→ **Required action**
Without the images, output each record below as it stands.

→ **Exercise inputs**
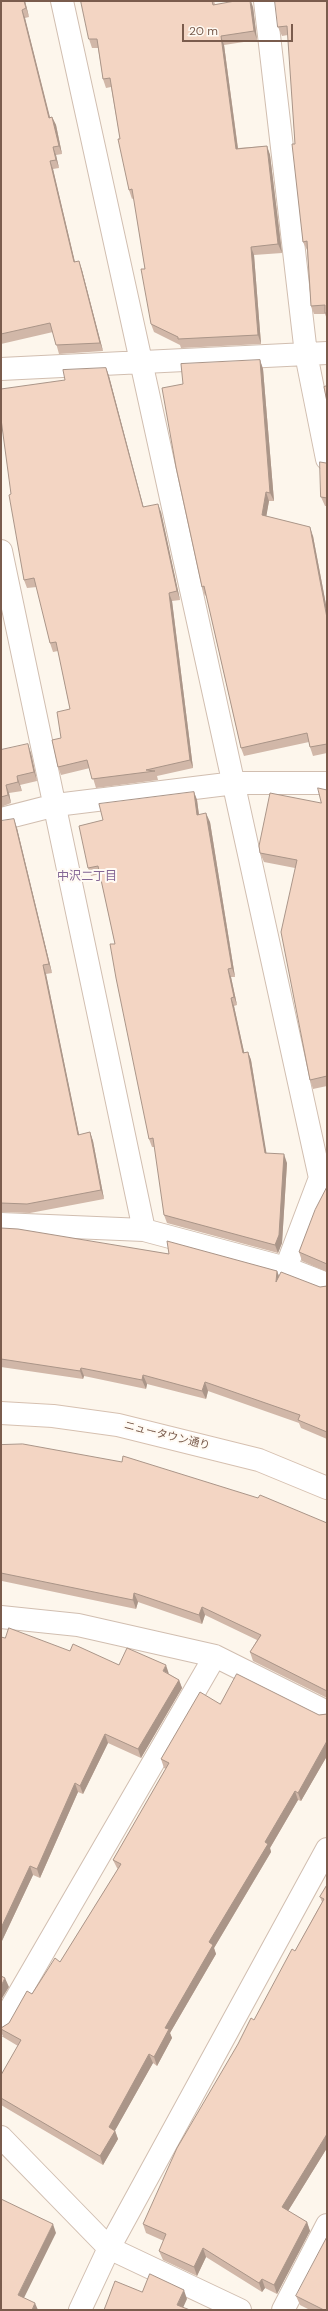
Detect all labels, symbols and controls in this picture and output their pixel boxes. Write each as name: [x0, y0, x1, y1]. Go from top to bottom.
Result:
scale bar: [184, 16, 295, 42]
text: 20 m: [189, 23, 218, 39]
district label: 中沢二丁目: [57, 870, 117, 884]
street label: ニュータウン通り: [123, 1419, 211, 1453]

→ **Answer box**
Detect all labels, symbols and controls in this picture and output their pixel boxes. Write each as name: [x0, y0, x1, y1]. Go from top to bottom.
Result:
scale bar: [184, 16, 295, 42]
text: 20 m: [189, 23, 218, 39]
district label: 中沢二丁目: [57, 870, 117, 884]
street label: ニュータウン通り: [123, 1419, 211, 1453]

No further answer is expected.